A l'extérieur le vent venait de se lever, comme témoin de l'ambiance, légèrement venteuse, de l'intérieur du bunker. Les arbres laissaient échapper quelques feuilles, les faisant voler autour de la structure grise et neutre du bâtiment.
A l'intérieur, Sam installé à la bibliothèque, attendait encore une fois, que Dean répare sa boulette et celle-ci, soi dit en passant, n'étant pas petit, le cadet se demandait s'il arriverait à se faire pardonner.
Debout face au mur à côté de la porte en bois de la chambre de l'ange, le front contre la surface froide et beige du mur, Dean ne rêvait que d'une chose, se frapper la tête pour se remettre les idées en place.
Mais merde, qu'est-ce qui avait encore déraper ?
Sa respiration saccadée et totalement anarchique témoignait de l'affolement de son cœur. Il se retourna, le dos appuyer contre le mur se laissa glisser sur le sol, le regard tourné vers le plafonnier qui avait des soucis de tension, tout en réfléchissant à un moyen pour que l'ange ouvre la porte.
A l'intérieur de la chambre, Castiel était installé en tailleur sur le lit, la tête entre les mains. Il ignorait comment Dean avait pu faire ce genre de commentaire, il n'en revenait pas. Comment cette phrase, après tant d'année, avait-elle pu sortir de la bouche de son protégé ?
Ce fut un quart d'heure plus tard, que les coups répéter donnés à la porte, le sortir de ses pensées, le faisant lever la tête vers celle-ci, en fronçant les sourcils.
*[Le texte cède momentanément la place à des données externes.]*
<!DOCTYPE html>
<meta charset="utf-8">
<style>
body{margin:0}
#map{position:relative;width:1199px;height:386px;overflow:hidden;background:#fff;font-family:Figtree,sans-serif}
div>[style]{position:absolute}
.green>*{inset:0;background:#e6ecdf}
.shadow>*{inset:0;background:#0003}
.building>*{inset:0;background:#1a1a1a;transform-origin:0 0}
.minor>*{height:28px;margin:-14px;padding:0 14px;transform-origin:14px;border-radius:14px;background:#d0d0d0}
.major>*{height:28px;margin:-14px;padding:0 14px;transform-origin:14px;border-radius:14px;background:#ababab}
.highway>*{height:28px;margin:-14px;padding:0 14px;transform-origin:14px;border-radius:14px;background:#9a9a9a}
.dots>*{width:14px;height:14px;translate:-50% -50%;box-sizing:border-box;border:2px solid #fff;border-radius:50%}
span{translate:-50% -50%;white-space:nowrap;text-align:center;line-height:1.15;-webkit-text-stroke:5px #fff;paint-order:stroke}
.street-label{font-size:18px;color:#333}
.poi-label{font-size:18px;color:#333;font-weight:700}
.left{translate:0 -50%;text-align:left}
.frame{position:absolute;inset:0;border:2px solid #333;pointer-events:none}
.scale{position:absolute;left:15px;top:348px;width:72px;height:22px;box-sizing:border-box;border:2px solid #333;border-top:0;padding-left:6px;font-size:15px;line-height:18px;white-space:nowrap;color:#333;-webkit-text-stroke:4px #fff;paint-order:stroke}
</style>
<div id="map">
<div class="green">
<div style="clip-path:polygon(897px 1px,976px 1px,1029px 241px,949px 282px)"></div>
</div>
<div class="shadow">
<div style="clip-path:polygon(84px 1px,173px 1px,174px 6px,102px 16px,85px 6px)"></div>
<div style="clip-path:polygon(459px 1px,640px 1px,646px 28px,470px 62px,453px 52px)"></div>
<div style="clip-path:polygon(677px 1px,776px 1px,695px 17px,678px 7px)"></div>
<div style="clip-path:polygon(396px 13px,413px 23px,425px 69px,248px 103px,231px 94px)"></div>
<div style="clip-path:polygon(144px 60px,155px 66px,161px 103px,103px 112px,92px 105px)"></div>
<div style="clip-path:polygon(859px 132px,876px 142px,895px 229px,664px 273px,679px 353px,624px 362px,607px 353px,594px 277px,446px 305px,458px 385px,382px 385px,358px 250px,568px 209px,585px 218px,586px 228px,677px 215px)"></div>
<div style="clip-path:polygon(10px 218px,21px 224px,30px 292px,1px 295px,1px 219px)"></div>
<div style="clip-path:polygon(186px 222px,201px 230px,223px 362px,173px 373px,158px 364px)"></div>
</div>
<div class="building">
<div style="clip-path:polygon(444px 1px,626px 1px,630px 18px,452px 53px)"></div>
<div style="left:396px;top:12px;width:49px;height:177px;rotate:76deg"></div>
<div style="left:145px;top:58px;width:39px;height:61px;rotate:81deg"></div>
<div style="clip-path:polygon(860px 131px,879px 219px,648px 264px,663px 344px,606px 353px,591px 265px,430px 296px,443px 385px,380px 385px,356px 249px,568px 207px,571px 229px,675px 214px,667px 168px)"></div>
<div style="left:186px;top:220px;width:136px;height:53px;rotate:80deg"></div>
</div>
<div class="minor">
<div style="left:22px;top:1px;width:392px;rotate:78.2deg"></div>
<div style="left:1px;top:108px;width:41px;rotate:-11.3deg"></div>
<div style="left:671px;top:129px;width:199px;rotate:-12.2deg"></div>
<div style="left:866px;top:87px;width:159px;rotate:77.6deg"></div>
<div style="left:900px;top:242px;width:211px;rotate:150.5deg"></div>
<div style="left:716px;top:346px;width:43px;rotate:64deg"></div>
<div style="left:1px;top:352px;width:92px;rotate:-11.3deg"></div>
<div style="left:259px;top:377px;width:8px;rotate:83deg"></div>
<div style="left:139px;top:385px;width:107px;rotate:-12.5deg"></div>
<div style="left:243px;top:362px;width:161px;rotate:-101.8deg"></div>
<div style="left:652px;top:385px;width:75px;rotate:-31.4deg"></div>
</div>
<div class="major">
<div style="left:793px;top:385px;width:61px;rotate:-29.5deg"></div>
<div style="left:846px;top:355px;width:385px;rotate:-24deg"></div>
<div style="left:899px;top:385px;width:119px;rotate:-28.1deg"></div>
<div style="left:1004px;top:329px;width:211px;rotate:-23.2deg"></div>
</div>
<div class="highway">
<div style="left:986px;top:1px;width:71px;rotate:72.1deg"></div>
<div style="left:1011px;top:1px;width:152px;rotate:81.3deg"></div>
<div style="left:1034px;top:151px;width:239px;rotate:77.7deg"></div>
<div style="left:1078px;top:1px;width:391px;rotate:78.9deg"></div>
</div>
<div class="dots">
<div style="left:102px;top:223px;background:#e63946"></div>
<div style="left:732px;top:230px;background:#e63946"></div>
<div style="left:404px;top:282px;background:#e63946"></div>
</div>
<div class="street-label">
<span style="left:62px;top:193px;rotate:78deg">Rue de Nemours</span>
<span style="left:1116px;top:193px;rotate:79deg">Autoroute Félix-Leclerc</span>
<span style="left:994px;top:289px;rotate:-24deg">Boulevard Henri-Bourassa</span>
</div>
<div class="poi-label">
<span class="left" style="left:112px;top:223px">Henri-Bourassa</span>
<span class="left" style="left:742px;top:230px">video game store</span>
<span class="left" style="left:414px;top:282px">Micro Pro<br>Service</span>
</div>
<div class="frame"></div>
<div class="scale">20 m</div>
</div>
- Castiel je t'en prit ouvre moi !
- Pour que tu me répète ce que tu viens de me dire ?
- Cass je t'en prit !!
- Non !!
Le ton froid et catégorique, qu'avait employer l'ange, le fit se figer derrière la porte et lui serra le cœur. Il se mordit la lèvre en se traitant de tous les nom, il était vraiment aller trop loin cette fois ! Les yeux fermer, le point encore contre la porte il laissa sa tête retomber contre la planche de bois brute.
- Cass je suis désolé, je ne le pensais pas !
Dean nu pas le temps de se retenir, que la porte s'ouvrit d'un coup le faisant basculer en avant. Le blond se retint de justesse, avant de s'étaler de tout son long contre le sol, relevant la tête pour croiser le regard froid et triste de l'ange. Son cœur rata un battement lorsque le brun se rapprocha de lui, tellement prêt que leurs lèvres étaient à la limite de se toucher.
- Tu ne le pensais pas ? Reprit Castiel, d'un ton froid. Tu as dis, en me regardant dans les yeux, que j'étais un ange inutile et que j'étais un poids pour toi, tu sais quoi Dean ? Ton poids va disparaître et tu sera tranquille !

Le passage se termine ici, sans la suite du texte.